Империй. Люструм. Диктатор

Роберт Харрис
100
10
(1 голос)
0 0

Аннотация: В истории Древнего Рима фигура Марка Туллия Цицерона одна из самых значительных и, возможно, самых трагических. Ученый, политик, гениальный оратор, сумевший искусством слова возвыситься до высот власти… Казалось бы, сами боги покровительствуют своему любимцу, усыпая его путь цветами. Но боги — существа переменчивые, человек в их руках — игрушка. И Рим — это не остров блаженных, Рим — это большая арена, где если не победишь ты, то соперники повергнут тебя, и часто со смертельным исходом.

Книга добавлена:
29-08-2023, 16:39
0
299
231
Империй. Люструм. Диктатор

Читать книгу "Империй. Люструм. Диктатор"
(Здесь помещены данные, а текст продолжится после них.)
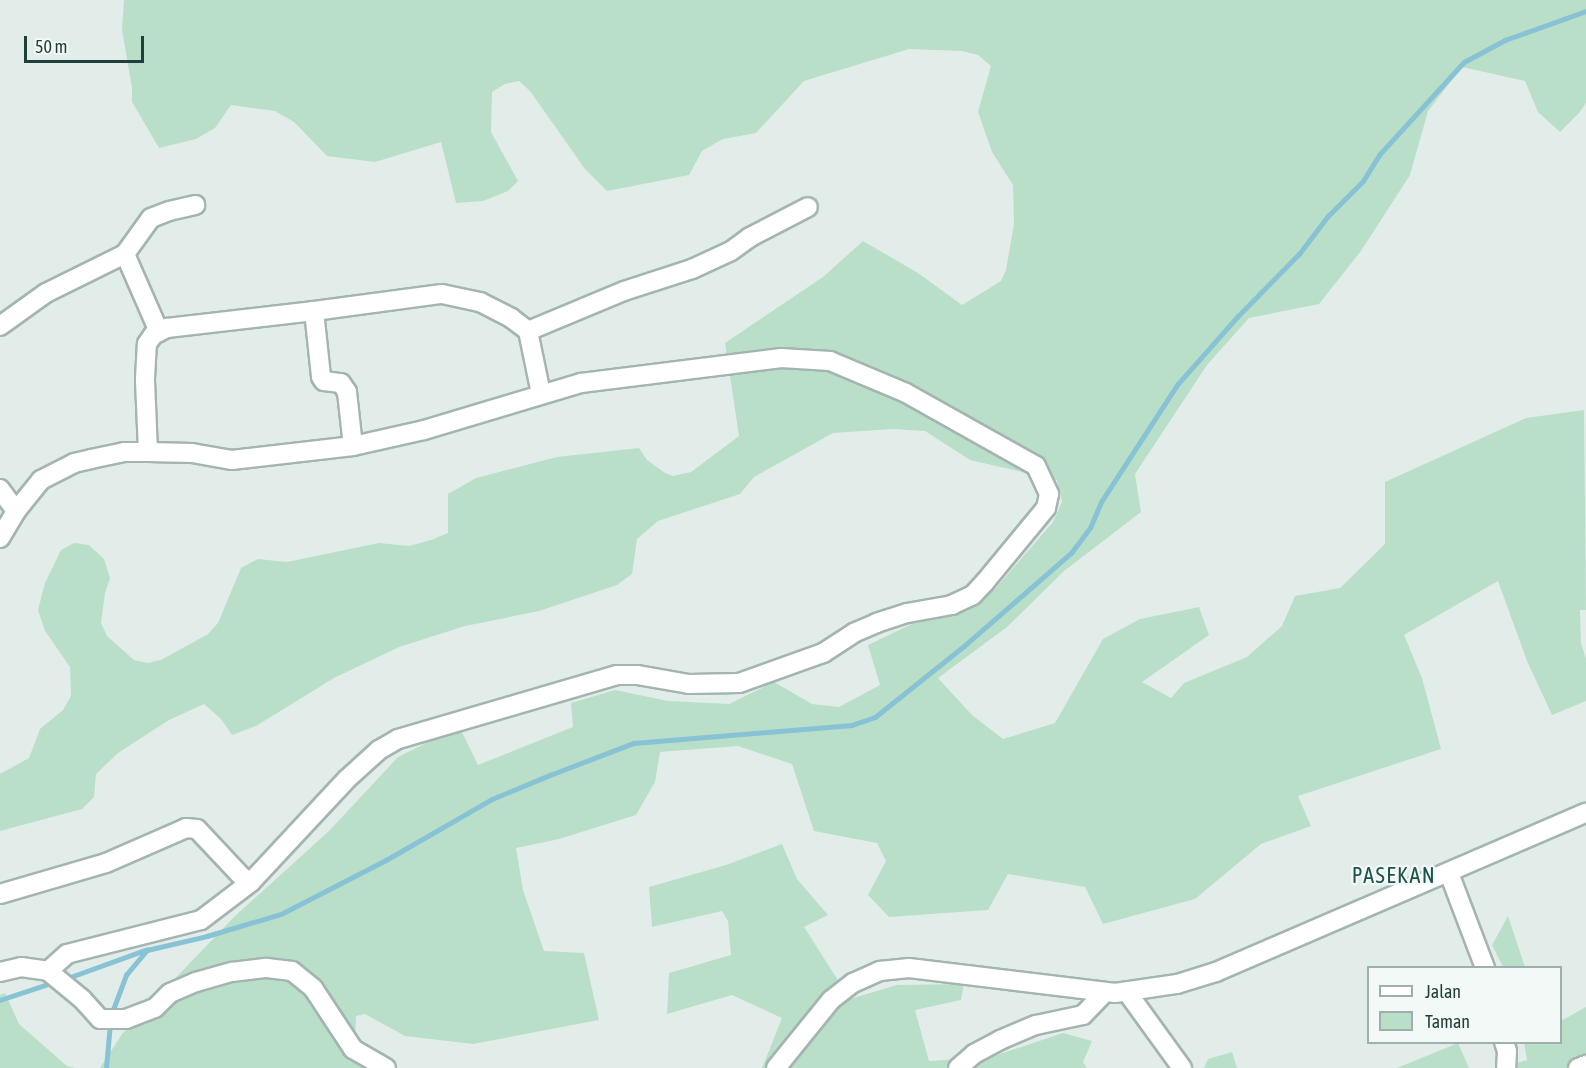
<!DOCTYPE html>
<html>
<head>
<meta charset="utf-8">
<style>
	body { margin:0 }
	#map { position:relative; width:1586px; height:1068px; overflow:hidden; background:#e2ede9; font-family:"Asap Condensed",sans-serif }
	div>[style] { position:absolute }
	.green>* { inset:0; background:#badfc8 }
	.stream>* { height:4.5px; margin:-2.25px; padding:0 2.25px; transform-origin:2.25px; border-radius:2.25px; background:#88c2d5 }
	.roads { filter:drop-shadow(2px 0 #a4b5b1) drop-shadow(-2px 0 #a4b5b1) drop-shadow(0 2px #a4b5b1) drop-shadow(0 -2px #a4b5b1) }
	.street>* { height:18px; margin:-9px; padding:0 9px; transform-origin:9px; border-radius:9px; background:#fff }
	.secondary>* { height:18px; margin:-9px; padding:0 9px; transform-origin:9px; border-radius:9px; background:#fff }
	span { translate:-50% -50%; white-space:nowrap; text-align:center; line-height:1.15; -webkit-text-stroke:4.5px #f3f9f7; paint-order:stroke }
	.quarter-label { font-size:22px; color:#1c534a; letter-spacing:1.5px }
	.legend { position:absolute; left:1367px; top:966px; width:195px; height:78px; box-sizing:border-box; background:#f3f9f7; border:2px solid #9fafab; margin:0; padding:8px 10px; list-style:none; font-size:18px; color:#213f3a }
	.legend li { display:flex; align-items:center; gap:12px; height:30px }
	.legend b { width:30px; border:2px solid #9fafab }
	.scale { position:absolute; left:24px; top:36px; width:120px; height:27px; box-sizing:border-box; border:3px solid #213f3a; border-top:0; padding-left:8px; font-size:18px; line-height:21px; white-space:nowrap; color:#213f3a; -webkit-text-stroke:4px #f3f9f7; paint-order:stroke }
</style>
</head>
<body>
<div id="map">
	<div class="green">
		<i style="clip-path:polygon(124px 0,1586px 0,1586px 103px,1579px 113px,1560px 132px,1538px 112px,1525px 81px,1462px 67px,1428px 111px,1410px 175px,1361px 251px,1319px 304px,1249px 318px,1207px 365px,1135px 474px,1141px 512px,1064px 571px,1007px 627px,938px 678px,972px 715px,1003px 739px,1055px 723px,1103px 639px,1140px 619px,1199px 607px,1209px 635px,1142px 682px,1171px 698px,1184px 683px,1247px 657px,1282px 626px,1295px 596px,1340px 588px,1385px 544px,1385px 482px,1526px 418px,1584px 410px,1586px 610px,1580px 610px,1581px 643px,1586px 659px,1586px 701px,1552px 715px,1527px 661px,1498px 581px,1404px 635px,1422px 678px,1441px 749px,1298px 796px,1311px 826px,1261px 844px,1195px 899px,1103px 924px,1085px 887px,1008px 874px,988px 910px,889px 917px,868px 895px,886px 861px,877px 843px,814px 831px,792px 764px,738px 746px,660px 752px,655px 782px,636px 815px,559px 839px,516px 848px,523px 890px,544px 951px,584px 953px,599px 1020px,473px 1044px,405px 1036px,365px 1014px,356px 1016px,355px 1040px,397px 1068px,100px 1068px,122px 1034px,234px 917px,330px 830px,398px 757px,432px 740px,461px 730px,478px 765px,573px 727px,571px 703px,615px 690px,668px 701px,729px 704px,774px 682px,812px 704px,839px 707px,880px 685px,868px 645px,914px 623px,967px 611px,995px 589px,1053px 522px,1062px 502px,1057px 480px,970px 460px,925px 431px,893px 429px,833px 433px,754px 477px,740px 494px,658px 521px,637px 539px,632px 574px,617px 585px,539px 611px,465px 626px,399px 647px,334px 678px,256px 726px,232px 735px,221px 719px,204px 704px,169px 720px,118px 753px,96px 774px,94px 797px,82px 809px,0 831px,0 774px,29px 758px,40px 729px,63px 710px,71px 696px,70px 667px,45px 631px,38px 610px,45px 583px,61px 550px,74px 543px,89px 545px,104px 559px,110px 578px,105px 593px,101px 623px,107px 636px,134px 660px,148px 663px,161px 660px,208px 634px,218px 623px,241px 568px,258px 559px,287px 562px,379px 543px,409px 546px,431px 540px,448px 533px,448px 494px,476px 478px,557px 457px,639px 448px,647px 460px,665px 473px,673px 476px,691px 472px,739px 436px,725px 343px,823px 277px,863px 241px,918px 273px,962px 305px,1001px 281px,1006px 270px,1014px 224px,1013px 185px,992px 152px,978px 112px,991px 66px,978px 55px,962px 51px,909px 49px,804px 81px,756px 133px,723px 139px,702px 151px,689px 175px,607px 191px,585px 169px,530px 91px,519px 81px,505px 84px,492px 92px,491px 132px,518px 181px,508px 191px,483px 201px,456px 203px,441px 142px,375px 162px,327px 156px,294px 122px,275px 111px,231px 105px,215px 128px,196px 139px,159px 148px,132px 102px,132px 88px,122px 30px)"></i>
		<i style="clip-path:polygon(782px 844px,797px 879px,828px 915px,804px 927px,850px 999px,897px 985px,964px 984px,961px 1000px,915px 1010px,929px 1061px,991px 1057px,1063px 1033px,1092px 1041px,1083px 1062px,1087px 1068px,762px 1068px,782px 1018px,732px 995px,667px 1014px,669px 973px,731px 955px,728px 921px,722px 911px,652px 927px,649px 887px,726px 865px)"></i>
		<i style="clip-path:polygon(1508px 916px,1525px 967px,1503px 967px,1492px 945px)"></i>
		<i style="clip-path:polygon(5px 993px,19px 1024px,67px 1066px,75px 1068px,0 1068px,0 995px)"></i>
		<i style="clip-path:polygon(1586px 1007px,1586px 1068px,1499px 1068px,1527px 1060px,1524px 1043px,1560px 1042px,1561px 1021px)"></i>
		<i style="clip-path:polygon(1458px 1043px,1469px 1068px,1397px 1068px)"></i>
		<i style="clip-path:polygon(1232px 1052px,1237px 1068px,1204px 1068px,1208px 1059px)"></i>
	</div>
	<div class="stream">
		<i style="left:65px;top:979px;width:85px;rotate:-19.9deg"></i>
		<i style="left:0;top:1000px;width:57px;rotate:-18.4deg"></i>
		<i style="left:111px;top:1015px;width:43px;rotate:-69.4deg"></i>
		<i style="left:126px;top:975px;width:33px;rotate:-50deg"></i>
		<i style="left:147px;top:950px;width:62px;rotate:-13.1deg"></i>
		<i style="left:207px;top:936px;width:77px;rotate:-16.6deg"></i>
		<i style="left:281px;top:914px;width:118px;rotate:-27.2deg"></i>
		<i style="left:386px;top:860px;width:122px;rotate:-29.9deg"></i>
		<i style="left:492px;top:799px;width:63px;rotate:-22.5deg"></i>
		<i style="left:550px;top:775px;width:90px;rotate:-20.9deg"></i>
		<i style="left:634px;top:743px;width:219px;rotate:-4.7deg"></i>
		<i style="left:852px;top:725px;width:24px;rotate:-19deg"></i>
		<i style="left:875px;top:717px;width:114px;rotate:-38.6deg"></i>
		<i style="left:964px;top:646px;width:142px;rotate:-41deg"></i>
		<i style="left:1071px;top:553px;width:31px;rotate:-53deg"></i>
		<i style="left:1090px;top:528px;width:28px;rotate:-67deg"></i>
		<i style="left:1101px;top:502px;width:140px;rotate:-57deg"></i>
		<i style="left:1177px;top:385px;width:91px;rotate:-48.6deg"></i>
		<i style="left:1237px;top:317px;width:88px;rotate:-45.5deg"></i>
		<i style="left:1299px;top:254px;width:48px;rotate:-52.7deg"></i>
		<i style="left:1328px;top:216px;width:49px;rotate:-45deg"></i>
		<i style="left:1363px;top:181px;width:31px;rotate:-58deg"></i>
		<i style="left:1379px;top:155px;width:126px;rotate:-47.6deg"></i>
		<i style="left:1464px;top:62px;width:47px;rotate:-28.2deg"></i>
		<i style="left:1505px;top:40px;width:86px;rotate:-19.7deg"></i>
		<i style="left:106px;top:1068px;width:45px;rotate:-84.9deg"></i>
	</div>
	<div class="roads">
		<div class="street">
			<i style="left:125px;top:254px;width:85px;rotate:66.4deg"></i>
			<i style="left:314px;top:311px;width:129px;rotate:-7.6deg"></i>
			<i style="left:442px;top:294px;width:39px;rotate:12deg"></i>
			<i style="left:480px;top:302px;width:35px;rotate:27deg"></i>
			<i style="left:511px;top:318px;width:21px;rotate:37deg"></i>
			<i style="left:528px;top:331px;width:64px;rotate:78.3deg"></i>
			<i style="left:0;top:326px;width:57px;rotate:-35.7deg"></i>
			<i style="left:46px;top:293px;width:88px;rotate:-26.3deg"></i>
			<i style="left:125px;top:254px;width:44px;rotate:-54.2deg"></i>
			<i style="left:151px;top:218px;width:19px;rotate:-21deg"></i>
			<i style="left:169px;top:211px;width:27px;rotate:-13deg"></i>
			<i style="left:528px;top:331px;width:104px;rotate:-22.6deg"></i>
			<i style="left:624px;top:291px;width:71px;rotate:-17.9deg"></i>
			<i style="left:692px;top:269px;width:43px;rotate:-24.8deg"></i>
			<i style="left:731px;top:251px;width:24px;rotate:-36deg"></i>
			<i style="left:750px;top:237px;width:65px;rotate:-27.3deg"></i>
			<i style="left:148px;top:452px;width:73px;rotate:-92.4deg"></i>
			<i style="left:145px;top:379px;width:35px;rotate:-87deg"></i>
			<i style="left:147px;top:344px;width:11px;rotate:-56deg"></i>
			<i style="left:153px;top:335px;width:16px;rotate:-27deg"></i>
			<i style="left:167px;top:328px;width:148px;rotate:-6.6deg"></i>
			<i style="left:314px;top:311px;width:66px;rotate:83.9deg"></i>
			<i style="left:321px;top:377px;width:5px;rotate:53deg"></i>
			<i style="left:324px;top:381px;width:17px;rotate:7deg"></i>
			<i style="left:341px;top:383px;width:11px;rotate:56deg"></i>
			<i style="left:347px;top:392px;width:54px;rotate:83.7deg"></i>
			<i style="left:0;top:489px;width:27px;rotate:54deg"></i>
			<i style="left:0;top:538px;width:31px;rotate:-59deg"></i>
			<i style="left:16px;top:511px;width:40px;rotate:-51deg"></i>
			<i style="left:41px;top:480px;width:37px;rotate:-27deg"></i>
			<i style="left:74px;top:463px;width:17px;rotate:-13deg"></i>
			<i style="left:91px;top:459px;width:34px;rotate:-12deg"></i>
			<i style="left:124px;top:452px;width:24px"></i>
			<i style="left:148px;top:452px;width:44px;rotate:1.3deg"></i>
			<i style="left:192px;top:453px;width:41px;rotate:9.9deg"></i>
			<i style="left:232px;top:460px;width:122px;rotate:-6.6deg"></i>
			<i style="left:353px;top:446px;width:73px;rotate:-12.7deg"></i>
			<i style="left:424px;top:430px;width:164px;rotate:-16.7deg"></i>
			<i style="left:581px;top:383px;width:202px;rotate:-7.1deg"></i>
			<i style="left:781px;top:358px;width:49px;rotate:3.5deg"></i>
			<i style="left:830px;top:361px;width:82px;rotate:22.8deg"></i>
			<i style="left:906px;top:393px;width:149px;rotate:29.3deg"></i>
			<i style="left:1036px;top:466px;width:31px;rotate:65deg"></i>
			<i style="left:1049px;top:494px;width:14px;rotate:102deg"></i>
			<i style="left:1046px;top:508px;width:96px;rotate:129.5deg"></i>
			<i style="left:985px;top:582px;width:18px;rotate:133deg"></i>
			<i style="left:973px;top:595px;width:23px;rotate:155deg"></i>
			<i style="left:952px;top:605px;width:46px;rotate:169.9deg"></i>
			<i style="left:907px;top:613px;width:32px;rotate:162deg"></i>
			<i style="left:877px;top:623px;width:25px;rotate:157deg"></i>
			<i style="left:854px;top:633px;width:37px;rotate:147deg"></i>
			<i style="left:823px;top:653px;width:89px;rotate:160.3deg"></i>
			<i style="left:739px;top:683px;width:50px;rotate:178.9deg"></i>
			<i style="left:689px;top:684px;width:53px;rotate:-170.2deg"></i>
			<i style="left:637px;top:675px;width:20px;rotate:180deg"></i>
			<i style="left:617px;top:675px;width:228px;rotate:163.7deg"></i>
			<i style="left:398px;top:739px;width:22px;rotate:150deg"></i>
			<i style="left:379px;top:750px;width:43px;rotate:137.8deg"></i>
			<i style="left:347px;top:779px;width:141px;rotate:133deg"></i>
			<i style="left:251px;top:882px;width:63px;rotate:142.8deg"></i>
			<i style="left:201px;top:920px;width:138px;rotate:165.8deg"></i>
			<i style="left:67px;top:954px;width:25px;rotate:138deg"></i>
			<i style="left:1449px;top:873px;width:102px;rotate:69.2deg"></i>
			<i style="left:0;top:894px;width:110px;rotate:-16.3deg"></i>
			<i style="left:106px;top:863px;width:87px;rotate:-23.6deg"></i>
			<i style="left:186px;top:828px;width:11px;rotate:5deg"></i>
			<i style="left:197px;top:829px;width:66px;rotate:46.8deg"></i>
			<i style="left:242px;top:877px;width:10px;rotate:29deg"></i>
			<i style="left:1127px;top:992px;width:94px;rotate:54.1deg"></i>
			<i style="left:1504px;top:1042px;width:9px;rotate:72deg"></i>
			<i style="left:1507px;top:1051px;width:17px;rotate:93deg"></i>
			<i style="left:958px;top:1068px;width:21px;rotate:-41deg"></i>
			<i style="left:974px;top:1054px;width:30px;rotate:-28deg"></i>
			<i style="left:1000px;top:1040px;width:39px;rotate:-23deg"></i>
			<i style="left:1036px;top:1025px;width:48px;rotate:-12deg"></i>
			<i style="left:1083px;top:1015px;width:32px;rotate:-46deg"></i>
			<i style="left:1578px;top:1068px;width:9px;rotate:-21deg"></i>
		</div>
		<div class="secondary">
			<i style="left:0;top:972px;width:22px;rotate:-13deg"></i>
			<i style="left:21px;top:967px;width:27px;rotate:8deg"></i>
			<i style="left:48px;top:971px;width:44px;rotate:39.5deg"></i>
			<i style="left:82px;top:999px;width:27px;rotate:48deg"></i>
			<i style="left:100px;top:1019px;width:26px"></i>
			<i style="left:126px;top:1019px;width:31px;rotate:-21deg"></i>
			<i style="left:155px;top:1008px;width:21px;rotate:-45deg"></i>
			<i style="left:170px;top:993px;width:28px;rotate:-23deg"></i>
			<i style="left:196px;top:982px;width:37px;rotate:-16deg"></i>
			<i style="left:232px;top:972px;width:35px;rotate:-7deg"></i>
			<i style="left:267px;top:968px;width:25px;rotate:7deg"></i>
			<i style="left:292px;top:971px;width:27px;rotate:39deg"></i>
			<i style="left:313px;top:988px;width:73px;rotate:56.7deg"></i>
			<i style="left:353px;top:1049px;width:38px;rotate:30deg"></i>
			<i style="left:776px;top:1068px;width:87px;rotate:-51deg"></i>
			<i style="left:831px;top:1000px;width:28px;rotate:-38deg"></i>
			<i style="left:853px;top:983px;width:30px;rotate:-24deg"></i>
			<i style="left:880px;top:971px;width:29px;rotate:-6deg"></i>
			<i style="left:909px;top:968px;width:208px;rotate:6.9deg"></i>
			<i style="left:1115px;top:993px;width:63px;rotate:-8.3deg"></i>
			<i style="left:1177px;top:984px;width:41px;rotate:-17.1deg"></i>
			<i style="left:1216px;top:972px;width:403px;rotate:-23.3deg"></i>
		</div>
	</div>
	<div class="quarter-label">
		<span style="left:1394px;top:876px">PASEKAN</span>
	</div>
	<ul class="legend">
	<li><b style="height:8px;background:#fff"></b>Jalan</li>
	<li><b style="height:16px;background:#badfc8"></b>Taman</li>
	</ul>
	<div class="scale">50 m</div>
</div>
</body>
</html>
Услышав это предупреждение, Катилина обернулся и насупил брови, словно на секунду забыв, кто такой Цицерон. А затем расхохотался. Он взъерошил Клодию светлые кудри и выпустил его голову из железного захвата. Тот отшатнулся назад, кашляя и потирая шею и щеку. Юноша бросил на Катилину быстрый взгляд, исполненный неподдельной ненависти, но затем тоже засмеялся и горделиво выпрямился. Они обнялись, и Катилина крикнул, требуя еще вина, а мы оставили их пировать вдвоем.

— Ну и парочка! — воскликнул Цицерон, когда мы проходили мимо храма Луны, держа путь домой. — Не слишком удивлюсь, если к утру они убьют друг друга.

Ко времени нашего возвращения у Теренции начались схватки. Ошибки быть не могло. Еще когда мы шли по улице, до нас донеслись крики. Цицерон остановился как вкопанный посередине атриума, бледный от волнения и тревоги. Ведь когда рождалась Туллия, его не было дома, а к тому, что происходило теперь, он был совершенно не готов. Во всяком случае, в его любимых философских сочинениях на этот счет ничего не говорилось.

— О боги, ее будто пытают. Теренция!

Он засеменил к лестнице, которая вела в ее комнату, но на пути у него встала одна из повитух.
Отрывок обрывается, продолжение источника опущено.